Hospitalization and transmission rates likely to remain high through fall, according to new projections

By Elise Takahama, The Seattle Times
Published: September 25, 2021, 8:33pm

COVID-19 hospitalization and transmission rates are likely to remain at high levels through the fall, despite slight declines since peaks in August, according to new projections by the Washington Department of Health.

Washingtonians are at a critical moment in terms of how our actions can shape infection, hospitalization and death rates in the coming months, the department’s latest COVID-19 modeling and surveillance situation report says.
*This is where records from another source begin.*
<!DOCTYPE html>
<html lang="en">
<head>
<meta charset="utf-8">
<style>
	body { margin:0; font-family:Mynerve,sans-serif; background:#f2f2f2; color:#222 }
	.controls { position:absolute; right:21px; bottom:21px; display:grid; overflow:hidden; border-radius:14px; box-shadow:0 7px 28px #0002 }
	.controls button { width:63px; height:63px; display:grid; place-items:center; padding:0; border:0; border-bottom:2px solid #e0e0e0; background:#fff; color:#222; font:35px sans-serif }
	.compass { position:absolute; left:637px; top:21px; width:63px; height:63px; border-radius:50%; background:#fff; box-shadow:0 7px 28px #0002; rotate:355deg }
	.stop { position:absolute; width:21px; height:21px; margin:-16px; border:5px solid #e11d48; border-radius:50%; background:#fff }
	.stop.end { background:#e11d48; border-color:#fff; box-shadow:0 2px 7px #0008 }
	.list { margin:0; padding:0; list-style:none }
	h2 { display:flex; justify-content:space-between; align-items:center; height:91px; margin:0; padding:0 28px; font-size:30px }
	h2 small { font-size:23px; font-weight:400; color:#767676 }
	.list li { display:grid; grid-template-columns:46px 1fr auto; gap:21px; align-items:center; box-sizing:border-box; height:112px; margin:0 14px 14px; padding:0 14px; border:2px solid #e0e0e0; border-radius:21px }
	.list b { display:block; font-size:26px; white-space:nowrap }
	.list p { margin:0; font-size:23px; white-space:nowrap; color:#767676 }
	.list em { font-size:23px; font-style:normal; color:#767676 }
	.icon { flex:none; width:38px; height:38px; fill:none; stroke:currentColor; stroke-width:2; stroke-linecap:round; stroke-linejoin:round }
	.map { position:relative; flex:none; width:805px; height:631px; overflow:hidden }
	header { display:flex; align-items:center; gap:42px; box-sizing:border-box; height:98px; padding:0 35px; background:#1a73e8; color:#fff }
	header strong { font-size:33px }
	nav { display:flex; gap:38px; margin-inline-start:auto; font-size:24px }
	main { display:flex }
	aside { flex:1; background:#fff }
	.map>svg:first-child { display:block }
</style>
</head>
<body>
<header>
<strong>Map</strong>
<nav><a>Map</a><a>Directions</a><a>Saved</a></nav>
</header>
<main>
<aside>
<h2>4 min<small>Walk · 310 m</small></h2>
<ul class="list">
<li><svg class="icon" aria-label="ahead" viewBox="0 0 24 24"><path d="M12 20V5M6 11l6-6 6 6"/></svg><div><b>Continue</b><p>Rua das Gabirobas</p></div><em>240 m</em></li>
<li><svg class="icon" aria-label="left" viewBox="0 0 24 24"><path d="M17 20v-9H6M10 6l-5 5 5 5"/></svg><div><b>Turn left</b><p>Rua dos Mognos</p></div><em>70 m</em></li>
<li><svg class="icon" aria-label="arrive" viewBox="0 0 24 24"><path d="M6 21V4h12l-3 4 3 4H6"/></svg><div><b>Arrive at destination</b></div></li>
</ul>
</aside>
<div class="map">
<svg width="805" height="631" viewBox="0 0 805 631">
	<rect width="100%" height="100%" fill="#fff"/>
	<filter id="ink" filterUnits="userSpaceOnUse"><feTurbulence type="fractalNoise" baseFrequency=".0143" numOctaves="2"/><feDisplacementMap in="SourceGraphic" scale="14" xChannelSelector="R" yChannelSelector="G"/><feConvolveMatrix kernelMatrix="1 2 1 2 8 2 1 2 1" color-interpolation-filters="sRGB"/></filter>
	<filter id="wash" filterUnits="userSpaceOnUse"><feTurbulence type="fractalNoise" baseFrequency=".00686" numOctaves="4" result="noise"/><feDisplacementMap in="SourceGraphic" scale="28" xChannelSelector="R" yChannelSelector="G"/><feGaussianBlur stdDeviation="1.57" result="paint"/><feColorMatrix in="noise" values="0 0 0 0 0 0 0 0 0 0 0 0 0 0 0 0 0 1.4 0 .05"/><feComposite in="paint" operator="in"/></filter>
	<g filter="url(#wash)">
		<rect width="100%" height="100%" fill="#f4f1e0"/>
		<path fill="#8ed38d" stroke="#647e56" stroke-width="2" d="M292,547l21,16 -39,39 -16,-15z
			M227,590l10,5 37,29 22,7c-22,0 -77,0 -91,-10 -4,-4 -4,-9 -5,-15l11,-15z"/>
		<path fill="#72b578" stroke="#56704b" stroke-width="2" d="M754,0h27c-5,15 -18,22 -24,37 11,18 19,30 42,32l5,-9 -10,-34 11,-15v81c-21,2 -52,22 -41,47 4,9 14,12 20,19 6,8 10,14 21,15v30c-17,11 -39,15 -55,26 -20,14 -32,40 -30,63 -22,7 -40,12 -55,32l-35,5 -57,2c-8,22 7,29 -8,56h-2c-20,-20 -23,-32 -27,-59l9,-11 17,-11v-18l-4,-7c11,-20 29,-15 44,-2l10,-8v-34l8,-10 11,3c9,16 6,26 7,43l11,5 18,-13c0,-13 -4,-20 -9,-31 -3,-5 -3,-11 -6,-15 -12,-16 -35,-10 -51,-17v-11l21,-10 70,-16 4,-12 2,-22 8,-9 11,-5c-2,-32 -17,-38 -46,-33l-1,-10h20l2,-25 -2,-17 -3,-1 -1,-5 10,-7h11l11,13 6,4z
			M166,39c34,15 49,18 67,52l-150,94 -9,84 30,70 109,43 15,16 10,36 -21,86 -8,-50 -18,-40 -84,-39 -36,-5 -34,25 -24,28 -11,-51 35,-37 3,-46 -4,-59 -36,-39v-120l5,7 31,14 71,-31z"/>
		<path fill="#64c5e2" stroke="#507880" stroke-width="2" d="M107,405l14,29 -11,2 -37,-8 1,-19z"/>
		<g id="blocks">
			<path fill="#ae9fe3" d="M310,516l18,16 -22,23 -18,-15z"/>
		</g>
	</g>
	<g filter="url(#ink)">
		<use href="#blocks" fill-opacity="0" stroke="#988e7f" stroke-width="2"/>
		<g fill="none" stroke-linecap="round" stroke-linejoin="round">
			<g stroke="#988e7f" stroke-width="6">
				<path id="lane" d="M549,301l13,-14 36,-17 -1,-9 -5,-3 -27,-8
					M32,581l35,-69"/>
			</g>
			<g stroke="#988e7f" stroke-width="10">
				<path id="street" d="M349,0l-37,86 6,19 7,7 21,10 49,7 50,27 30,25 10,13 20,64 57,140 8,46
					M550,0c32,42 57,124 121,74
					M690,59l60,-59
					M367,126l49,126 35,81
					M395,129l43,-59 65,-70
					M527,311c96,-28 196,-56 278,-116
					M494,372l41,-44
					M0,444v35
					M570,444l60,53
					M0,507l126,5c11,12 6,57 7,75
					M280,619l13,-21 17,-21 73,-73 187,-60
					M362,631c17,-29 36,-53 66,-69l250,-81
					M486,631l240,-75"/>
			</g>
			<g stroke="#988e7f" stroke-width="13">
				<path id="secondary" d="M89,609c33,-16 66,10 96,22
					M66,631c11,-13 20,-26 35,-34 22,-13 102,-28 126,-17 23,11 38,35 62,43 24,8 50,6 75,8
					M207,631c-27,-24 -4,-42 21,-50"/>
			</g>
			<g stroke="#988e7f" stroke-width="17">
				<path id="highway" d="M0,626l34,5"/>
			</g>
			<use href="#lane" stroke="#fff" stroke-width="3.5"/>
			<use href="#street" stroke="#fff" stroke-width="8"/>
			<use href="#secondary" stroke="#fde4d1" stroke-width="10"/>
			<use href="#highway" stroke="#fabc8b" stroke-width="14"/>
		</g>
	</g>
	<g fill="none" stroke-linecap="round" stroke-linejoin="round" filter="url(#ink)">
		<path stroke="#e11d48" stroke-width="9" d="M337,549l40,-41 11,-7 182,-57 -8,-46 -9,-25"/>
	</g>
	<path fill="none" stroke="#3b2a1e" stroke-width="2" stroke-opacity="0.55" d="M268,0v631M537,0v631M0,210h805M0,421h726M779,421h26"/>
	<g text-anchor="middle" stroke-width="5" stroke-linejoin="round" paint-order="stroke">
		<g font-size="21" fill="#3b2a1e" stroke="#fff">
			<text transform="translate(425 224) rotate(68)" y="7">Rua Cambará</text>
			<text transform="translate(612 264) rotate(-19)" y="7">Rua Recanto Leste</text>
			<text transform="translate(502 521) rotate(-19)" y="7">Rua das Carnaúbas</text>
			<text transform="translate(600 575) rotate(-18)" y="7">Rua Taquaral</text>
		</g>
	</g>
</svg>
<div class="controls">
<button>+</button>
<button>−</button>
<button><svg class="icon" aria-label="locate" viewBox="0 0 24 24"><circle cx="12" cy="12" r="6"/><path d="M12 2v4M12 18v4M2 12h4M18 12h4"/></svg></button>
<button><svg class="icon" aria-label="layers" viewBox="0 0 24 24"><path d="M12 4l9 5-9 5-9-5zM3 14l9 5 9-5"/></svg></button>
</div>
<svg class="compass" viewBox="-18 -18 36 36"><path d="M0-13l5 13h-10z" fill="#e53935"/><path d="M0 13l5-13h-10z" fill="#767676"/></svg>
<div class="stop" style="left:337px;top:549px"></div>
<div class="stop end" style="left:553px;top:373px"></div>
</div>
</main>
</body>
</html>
The report found that COVID- 19 prevalence — the percent of residents with an active virus infection — is at a new high at 0.94 percent, or about one in every 106 people in the state. The previous reported high was 0.64 percent this past August.

Transmission remains high but has slowed, according to the state’s projections. At the beginning of this month, the effective reproductive number — or Re, which shows how many additional people each positive person will infect — was 1.14, compared to 1.49 at the start of August. A reproductive number above 1 means cases will continue to increase. To decline, the number must stay “well below” 1 for a “substantial amount of time,” the report says.

The drop could reflect increases in masking or other mitigation strategies as people became more aware of the surge in the delta variant, which accounts for close to all cases since mid-August.

“What this tells us is that our individual choices and behaviors today are going to determine whether or not our friends and families will have full access to health care in the near future, for any medical need, not just COVID,” Dr. Scott Lindquist, state epidemiologist for communicable diseases, said in a statement Thursday.

After peaking in August, the number of cases started to drop — continuing the downward trend through the Labor Day weekend — but they have since rebounded, according to the report.

Testing shortages have also been reported across the state.

Deaths, meanwhile, are also increasing again in Washington. The seven-day rolling average of deaths has increased “rapidly” from five to 10 deaths per day in July to 27 per day by the end of August, according to the report.

Hospitalizations have started to decline after peaking at the end of August with about 190 daily admissions, though the change is small.